Lionnes de lAtlas - CAN 2026
Lionnes de lAtlas - CAN 2026

À la suite des sanctions manifestement politiques imposées par la CAF après la CAN 2025, un sentiment d’incompréhension et de lassitude s’est installé chez une grande partie du public marocain.

Ce dernier observe avec dégout une institution continentale prête à sacrifier ses propres règles pour préserver des équilibres internes fragiles plutôt qu’à assumer pleinement une justice sportive pourtant indispensable à la crédibilité du football africain.

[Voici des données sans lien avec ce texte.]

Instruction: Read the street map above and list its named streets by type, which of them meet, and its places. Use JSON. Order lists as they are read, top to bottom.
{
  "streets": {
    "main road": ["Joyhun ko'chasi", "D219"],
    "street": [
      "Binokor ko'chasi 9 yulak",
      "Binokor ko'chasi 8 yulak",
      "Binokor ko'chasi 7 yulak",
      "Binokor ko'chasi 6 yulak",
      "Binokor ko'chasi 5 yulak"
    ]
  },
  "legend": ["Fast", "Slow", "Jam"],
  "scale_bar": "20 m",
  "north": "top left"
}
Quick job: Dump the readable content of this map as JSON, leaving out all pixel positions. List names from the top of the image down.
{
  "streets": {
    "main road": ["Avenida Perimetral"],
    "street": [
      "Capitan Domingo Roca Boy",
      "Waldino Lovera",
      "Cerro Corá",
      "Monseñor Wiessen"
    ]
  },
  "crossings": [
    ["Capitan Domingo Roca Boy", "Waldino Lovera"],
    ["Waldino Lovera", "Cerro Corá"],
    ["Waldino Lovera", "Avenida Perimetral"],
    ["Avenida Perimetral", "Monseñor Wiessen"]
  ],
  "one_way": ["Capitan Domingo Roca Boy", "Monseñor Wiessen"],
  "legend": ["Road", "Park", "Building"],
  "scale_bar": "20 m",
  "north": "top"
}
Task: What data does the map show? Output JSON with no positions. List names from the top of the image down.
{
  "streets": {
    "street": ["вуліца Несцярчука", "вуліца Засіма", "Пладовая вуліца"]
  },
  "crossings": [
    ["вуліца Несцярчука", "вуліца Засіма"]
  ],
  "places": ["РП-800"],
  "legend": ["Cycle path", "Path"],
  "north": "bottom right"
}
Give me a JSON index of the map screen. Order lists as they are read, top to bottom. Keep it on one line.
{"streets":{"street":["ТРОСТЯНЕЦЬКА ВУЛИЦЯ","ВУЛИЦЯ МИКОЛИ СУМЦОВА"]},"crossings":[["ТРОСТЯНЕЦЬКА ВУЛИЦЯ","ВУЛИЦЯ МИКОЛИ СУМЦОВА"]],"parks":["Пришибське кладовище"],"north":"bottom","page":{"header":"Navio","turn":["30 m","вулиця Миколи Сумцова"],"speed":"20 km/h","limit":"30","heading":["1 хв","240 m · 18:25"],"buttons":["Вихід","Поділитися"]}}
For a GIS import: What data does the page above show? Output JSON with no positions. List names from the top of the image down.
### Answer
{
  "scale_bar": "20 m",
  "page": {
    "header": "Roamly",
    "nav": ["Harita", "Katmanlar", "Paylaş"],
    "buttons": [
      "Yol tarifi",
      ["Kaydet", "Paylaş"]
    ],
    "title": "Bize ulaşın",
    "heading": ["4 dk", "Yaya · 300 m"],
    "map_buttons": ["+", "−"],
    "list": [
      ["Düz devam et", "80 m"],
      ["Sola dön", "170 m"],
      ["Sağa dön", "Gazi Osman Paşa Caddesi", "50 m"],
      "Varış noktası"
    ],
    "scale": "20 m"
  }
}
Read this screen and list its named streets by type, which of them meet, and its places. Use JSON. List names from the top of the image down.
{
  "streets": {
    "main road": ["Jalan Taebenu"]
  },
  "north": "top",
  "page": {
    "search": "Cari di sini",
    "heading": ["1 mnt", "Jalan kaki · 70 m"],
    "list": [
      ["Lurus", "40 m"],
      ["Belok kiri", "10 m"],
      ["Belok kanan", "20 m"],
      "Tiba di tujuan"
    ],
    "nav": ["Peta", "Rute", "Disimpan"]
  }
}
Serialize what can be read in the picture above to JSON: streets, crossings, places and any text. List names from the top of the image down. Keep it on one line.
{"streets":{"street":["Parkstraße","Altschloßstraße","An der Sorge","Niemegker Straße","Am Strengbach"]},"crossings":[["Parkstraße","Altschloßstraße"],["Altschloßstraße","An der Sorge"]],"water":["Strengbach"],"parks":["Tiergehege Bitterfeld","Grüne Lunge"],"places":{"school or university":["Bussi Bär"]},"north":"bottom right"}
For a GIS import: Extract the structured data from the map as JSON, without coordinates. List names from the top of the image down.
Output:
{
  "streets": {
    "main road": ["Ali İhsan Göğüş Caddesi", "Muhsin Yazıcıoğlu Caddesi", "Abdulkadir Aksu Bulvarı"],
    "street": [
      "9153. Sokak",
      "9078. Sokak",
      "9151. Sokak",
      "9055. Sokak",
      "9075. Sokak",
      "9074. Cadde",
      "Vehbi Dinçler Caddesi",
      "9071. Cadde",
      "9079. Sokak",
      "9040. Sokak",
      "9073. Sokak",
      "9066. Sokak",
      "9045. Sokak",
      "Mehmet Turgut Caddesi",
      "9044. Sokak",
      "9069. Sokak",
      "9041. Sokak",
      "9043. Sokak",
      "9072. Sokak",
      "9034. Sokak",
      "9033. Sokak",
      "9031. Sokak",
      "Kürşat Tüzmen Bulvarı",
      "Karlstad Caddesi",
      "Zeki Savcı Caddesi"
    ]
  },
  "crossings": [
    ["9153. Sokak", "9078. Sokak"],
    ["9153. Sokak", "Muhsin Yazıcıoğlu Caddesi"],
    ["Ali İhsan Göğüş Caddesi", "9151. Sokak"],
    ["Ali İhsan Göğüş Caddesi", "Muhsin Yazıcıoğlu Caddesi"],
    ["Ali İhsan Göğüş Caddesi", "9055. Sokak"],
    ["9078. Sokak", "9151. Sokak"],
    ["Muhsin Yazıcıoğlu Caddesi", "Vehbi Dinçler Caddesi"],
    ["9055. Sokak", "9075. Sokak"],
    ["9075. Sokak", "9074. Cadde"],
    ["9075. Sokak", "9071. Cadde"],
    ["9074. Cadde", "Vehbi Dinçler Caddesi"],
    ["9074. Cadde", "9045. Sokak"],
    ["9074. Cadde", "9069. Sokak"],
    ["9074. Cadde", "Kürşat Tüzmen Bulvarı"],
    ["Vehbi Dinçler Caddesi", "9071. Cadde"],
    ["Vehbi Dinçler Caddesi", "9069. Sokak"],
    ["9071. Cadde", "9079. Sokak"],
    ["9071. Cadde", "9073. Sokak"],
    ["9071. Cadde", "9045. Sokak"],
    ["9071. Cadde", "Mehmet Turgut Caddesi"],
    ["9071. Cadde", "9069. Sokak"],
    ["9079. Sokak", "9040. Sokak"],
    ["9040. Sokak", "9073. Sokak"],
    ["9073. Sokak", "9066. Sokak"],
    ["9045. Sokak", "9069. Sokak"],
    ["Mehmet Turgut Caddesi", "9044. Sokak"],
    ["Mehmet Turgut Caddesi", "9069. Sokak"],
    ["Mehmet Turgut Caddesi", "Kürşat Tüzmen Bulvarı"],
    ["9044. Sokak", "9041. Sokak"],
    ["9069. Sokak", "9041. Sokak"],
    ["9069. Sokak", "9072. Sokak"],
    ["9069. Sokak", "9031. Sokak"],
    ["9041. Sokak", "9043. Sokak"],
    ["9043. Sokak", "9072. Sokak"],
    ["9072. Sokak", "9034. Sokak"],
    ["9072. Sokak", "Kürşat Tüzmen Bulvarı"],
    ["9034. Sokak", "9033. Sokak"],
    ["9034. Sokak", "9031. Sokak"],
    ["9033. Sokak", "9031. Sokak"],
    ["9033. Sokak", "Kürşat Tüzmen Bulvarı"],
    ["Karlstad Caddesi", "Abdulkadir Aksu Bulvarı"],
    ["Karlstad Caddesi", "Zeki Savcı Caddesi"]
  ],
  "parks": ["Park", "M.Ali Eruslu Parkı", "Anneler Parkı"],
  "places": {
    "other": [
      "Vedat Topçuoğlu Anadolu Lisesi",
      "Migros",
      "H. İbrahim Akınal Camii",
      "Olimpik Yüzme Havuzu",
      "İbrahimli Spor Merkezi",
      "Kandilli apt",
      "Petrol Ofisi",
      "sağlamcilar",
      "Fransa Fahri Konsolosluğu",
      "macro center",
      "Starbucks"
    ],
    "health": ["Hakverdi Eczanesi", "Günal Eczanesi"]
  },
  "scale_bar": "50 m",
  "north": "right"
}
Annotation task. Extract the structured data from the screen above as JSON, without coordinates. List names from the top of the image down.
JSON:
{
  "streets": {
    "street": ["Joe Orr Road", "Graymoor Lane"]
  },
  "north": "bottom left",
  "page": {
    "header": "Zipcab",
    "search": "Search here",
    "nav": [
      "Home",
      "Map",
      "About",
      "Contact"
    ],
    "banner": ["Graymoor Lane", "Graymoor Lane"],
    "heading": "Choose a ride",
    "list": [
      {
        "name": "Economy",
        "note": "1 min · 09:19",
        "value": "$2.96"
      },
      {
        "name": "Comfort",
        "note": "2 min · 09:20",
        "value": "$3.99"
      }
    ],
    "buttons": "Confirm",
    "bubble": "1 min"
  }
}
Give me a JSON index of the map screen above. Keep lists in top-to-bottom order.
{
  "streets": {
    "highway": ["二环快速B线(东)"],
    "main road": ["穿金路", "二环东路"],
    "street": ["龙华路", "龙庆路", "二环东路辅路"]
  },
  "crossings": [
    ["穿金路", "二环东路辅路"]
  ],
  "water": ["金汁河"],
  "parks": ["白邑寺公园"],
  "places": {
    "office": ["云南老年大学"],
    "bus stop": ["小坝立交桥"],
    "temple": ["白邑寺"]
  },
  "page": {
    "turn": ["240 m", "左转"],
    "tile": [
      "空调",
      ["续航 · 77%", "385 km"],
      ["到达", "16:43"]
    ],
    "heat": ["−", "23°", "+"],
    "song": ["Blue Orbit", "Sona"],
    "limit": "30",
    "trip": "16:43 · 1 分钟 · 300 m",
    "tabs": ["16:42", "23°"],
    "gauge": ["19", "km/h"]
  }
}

Face à ce constat, une réflexion s’impose : comment les Marocains doivent-ils réagir face à une instance qui semble avoir renoncé à ses articles juridiques pour privilégier les arrangements et la diplomatie de coulisses ?

Depuis plusieurs années maintenant, le Maroc est devenu le véritable pilier du football africain, en assumant, souvent à lui seul, le rôle de garant de l’organisation, de la logistique, de l’accueil et du succès de compétitions que d’autres pays n’ont ni les moyens ni la capacité d’assurer.

Les stades marocains affichent systématiquement complet, les infrastructures sont saluées par le monde entier, le public se distingue par un civisme et une passion exceptionnels, et l’ensemble de ces efforts fait du Royaume un modèle pour l’Afrique.
Et pourtant, malgré toutes ces contributions, la CAF a choisi de faire preuve d’une étonnante indulgence envers certains comportements inacceptables, tout en imposant des sanctions disproportionnées ou mal ciblées, donnant ainsi l’image d’une institution plus soucieuse d’éviter les conflits entre fédérations que d’appliquer équitablement son propre règlement.

Dans ce contexte, une idée doit émerger avec une certaine logique propre aux supporters marocains : répondre, oui, mais en adoptant une posture élégante, symbolique et beaucoup plus puissante que n’importe quelle déclaration officielle.

Cette idée repose sur un principe simple : adopter la politique du “stade vide”. Non pas un boycott caricatural ou impulsif, mais une stratégie réfléchie consistant à remplir les stades uniquement lors des matchs des Lionnes de l’Atlas, tout en laissant les tribunes volontairement vides pour l’ensemble des autres rencontres de la CAN Féminine 2026.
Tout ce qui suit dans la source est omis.